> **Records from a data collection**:
# # #

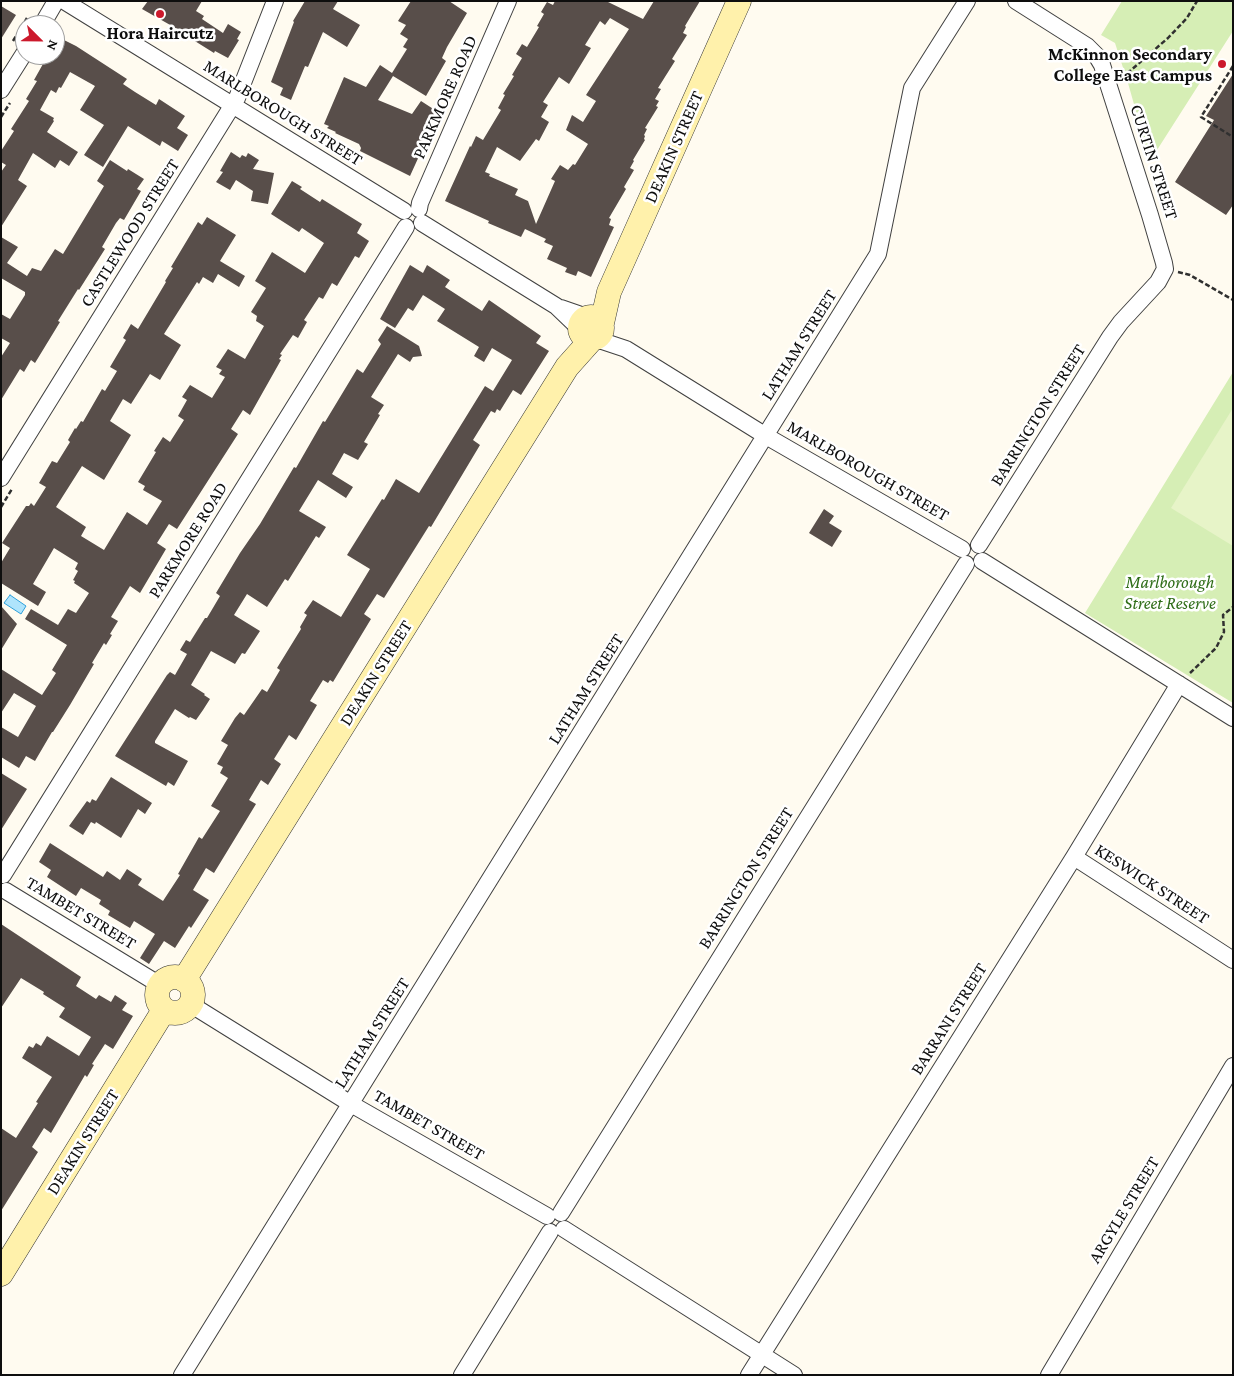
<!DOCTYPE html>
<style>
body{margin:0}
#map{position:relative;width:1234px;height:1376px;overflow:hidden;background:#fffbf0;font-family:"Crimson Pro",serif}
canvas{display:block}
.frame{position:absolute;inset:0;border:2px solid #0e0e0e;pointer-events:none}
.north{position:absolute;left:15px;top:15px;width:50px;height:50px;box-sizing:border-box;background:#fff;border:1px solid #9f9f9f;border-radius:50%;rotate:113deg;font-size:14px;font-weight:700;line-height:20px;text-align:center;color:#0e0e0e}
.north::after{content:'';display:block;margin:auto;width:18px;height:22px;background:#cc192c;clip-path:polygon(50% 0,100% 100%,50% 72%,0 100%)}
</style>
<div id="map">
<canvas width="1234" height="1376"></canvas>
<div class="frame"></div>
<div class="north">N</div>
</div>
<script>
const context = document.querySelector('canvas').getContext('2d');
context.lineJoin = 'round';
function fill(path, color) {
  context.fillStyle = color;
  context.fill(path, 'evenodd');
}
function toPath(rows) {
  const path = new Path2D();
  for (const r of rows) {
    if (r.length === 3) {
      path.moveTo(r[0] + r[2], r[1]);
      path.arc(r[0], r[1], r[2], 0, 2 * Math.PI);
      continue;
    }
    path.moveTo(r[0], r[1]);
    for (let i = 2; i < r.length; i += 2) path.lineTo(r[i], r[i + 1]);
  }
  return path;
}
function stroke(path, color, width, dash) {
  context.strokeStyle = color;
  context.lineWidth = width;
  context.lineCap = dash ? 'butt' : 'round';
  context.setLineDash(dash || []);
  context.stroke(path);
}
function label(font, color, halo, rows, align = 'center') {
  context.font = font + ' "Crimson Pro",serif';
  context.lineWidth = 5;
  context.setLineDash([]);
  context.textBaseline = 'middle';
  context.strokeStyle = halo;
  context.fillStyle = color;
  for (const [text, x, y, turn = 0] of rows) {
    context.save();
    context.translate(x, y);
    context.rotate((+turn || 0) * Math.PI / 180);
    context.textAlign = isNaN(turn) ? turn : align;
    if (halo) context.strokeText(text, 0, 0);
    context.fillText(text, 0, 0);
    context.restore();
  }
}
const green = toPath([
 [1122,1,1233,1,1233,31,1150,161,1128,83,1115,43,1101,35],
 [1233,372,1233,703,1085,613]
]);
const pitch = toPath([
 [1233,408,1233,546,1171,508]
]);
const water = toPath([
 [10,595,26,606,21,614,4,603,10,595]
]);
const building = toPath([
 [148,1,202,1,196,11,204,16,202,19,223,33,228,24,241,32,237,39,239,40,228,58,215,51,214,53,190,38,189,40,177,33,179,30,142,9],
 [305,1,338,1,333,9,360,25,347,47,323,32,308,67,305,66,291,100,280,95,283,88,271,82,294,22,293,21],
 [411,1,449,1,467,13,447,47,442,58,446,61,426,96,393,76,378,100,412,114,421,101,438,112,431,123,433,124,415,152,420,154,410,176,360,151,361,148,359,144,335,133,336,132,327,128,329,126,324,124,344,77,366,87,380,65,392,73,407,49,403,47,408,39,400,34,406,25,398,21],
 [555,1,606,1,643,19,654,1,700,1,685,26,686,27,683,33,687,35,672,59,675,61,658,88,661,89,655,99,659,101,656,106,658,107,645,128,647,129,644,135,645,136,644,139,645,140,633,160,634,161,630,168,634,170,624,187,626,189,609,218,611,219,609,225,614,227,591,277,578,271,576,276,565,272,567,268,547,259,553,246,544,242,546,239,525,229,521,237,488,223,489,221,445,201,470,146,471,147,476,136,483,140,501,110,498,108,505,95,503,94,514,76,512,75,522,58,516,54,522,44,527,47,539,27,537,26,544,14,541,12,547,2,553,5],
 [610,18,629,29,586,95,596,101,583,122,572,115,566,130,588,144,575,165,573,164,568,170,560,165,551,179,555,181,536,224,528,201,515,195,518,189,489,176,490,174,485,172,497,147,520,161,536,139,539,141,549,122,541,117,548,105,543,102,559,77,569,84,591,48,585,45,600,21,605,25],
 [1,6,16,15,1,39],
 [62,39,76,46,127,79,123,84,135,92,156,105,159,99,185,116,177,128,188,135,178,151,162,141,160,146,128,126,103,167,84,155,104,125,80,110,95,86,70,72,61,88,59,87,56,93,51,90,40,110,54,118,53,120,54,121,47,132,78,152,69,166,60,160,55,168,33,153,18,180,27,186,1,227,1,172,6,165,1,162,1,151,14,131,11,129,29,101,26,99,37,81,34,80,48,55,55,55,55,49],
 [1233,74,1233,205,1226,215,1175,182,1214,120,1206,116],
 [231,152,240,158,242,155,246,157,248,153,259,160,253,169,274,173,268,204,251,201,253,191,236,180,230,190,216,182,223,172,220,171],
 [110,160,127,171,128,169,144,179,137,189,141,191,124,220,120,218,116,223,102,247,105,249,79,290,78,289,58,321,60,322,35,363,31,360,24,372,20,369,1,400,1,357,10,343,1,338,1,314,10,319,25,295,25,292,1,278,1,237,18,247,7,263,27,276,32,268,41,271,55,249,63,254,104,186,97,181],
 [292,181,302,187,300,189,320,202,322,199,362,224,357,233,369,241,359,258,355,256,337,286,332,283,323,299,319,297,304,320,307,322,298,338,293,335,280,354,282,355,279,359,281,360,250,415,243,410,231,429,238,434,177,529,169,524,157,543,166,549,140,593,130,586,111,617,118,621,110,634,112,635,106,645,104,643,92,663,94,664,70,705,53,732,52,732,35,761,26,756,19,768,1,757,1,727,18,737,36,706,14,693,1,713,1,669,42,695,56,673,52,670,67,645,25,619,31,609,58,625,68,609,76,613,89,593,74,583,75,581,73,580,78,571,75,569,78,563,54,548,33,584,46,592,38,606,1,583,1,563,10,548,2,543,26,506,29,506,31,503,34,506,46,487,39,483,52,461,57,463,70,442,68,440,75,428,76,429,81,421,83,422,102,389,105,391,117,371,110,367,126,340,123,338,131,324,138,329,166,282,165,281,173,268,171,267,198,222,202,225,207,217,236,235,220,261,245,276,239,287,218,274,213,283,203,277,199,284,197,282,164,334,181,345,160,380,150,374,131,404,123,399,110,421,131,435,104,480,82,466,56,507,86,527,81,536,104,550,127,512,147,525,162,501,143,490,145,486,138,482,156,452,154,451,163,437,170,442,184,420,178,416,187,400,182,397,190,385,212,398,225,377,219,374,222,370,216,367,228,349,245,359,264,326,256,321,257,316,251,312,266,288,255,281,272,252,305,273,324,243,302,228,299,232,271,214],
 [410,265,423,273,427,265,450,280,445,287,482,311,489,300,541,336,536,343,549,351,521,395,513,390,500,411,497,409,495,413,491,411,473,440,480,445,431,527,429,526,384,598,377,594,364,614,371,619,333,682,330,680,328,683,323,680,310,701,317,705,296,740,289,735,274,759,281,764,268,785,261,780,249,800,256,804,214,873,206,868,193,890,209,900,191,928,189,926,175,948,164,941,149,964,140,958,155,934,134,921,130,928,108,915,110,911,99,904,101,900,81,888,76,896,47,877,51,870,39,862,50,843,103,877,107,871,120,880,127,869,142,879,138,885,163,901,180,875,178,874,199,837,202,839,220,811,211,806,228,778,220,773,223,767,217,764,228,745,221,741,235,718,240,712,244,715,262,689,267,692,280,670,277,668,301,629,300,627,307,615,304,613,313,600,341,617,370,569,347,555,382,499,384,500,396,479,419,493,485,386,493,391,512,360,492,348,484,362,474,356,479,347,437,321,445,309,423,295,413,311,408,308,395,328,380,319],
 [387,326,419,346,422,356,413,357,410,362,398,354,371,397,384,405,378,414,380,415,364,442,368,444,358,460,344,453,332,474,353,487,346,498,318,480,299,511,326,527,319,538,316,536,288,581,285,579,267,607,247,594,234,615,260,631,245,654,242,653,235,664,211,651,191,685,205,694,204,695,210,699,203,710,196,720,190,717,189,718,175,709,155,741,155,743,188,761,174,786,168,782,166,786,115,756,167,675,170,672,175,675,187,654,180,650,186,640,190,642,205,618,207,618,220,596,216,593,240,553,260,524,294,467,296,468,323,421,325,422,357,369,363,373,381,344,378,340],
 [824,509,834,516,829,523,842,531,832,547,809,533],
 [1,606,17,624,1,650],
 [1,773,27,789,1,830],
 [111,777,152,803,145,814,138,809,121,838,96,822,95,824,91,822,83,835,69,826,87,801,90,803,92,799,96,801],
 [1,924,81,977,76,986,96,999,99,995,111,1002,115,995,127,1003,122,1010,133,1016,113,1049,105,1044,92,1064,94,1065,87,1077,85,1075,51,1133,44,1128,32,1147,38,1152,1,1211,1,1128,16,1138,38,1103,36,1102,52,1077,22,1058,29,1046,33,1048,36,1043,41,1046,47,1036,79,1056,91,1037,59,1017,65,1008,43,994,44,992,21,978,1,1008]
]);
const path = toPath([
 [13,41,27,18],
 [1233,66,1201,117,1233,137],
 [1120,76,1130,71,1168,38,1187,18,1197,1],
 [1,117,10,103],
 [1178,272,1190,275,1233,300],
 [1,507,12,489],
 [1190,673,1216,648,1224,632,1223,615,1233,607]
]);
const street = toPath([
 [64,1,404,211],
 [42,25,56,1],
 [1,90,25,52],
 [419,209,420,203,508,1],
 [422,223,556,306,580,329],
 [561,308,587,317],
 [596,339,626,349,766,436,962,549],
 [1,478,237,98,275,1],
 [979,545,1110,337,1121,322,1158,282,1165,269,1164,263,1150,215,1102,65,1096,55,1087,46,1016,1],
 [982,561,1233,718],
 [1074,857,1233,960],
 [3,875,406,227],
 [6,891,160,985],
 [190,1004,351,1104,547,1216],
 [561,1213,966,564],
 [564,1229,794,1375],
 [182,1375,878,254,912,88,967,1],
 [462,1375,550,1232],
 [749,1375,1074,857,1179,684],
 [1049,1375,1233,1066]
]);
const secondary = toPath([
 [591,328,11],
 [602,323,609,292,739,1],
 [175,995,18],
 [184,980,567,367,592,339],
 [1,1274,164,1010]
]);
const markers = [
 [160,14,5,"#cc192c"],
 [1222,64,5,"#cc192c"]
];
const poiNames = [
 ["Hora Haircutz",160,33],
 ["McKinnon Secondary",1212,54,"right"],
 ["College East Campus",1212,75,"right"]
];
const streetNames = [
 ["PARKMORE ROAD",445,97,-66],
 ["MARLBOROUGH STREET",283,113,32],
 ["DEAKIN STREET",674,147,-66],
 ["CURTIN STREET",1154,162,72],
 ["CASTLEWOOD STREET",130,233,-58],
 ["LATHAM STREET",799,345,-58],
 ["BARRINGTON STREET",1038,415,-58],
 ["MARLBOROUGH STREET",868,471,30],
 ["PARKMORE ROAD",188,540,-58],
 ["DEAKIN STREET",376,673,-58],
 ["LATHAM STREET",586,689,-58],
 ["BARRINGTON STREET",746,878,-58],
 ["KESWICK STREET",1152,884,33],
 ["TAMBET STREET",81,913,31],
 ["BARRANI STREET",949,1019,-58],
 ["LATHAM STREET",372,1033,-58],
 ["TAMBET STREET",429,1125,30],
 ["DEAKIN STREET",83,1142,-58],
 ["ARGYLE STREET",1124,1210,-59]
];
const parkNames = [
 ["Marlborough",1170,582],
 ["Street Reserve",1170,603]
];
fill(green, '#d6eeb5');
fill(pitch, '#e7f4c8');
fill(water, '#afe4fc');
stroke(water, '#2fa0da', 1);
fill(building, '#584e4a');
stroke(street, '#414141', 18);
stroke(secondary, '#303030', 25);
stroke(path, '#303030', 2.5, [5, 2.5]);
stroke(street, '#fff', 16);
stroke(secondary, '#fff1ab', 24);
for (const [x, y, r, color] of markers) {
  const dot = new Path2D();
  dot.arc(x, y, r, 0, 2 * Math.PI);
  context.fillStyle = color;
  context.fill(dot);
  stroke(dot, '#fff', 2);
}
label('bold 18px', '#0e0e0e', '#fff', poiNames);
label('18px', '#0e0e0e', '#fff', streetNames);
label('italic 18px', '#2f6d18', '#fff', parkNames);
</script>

# # #

> **Required work**: Leave out the pictures and repeat exactly the lines from the first line of the data through the line containing "context.lineJoin = 'round';". Add nothing else.

> **Solution**:
<!DOCTYPE html>
<style>
body{margin:0}
#map{position:relative;width:1234px;height:1376px;overflow:hidden;background:#fffbf0;font-family:"Crimson Pro",serif}
canvas{display:block}
.frame{position:absolute;inset:0;border:2px solid #0e0e0e;pointer-events:none}
.north{position:absolute;left:15px;top:15px;width:50px;height:50px;box-sizing:border-box;background:#fff;border:1px solid #9f9f9f;border-radius:50%;rotate:113deg;font-size:14px;font-weight:700;line-height:20px;text-align:center;color:#0e0e0e}
.north::after{content:'';display:block;margin:auto;width:18px;height:22px;background:#cc192c;clip-path:polygon(50% 0,100% 100%,50% 72%,0 100%)}
</style>
<div id="map">
<canvas width="1234" height="1376"></canvas>
<div class="frame"></div>
<div class="north">N</div>
</div>
<script>
const context = document.querySelector('canvas').getContext('2d');
context.lineJoin = 'round';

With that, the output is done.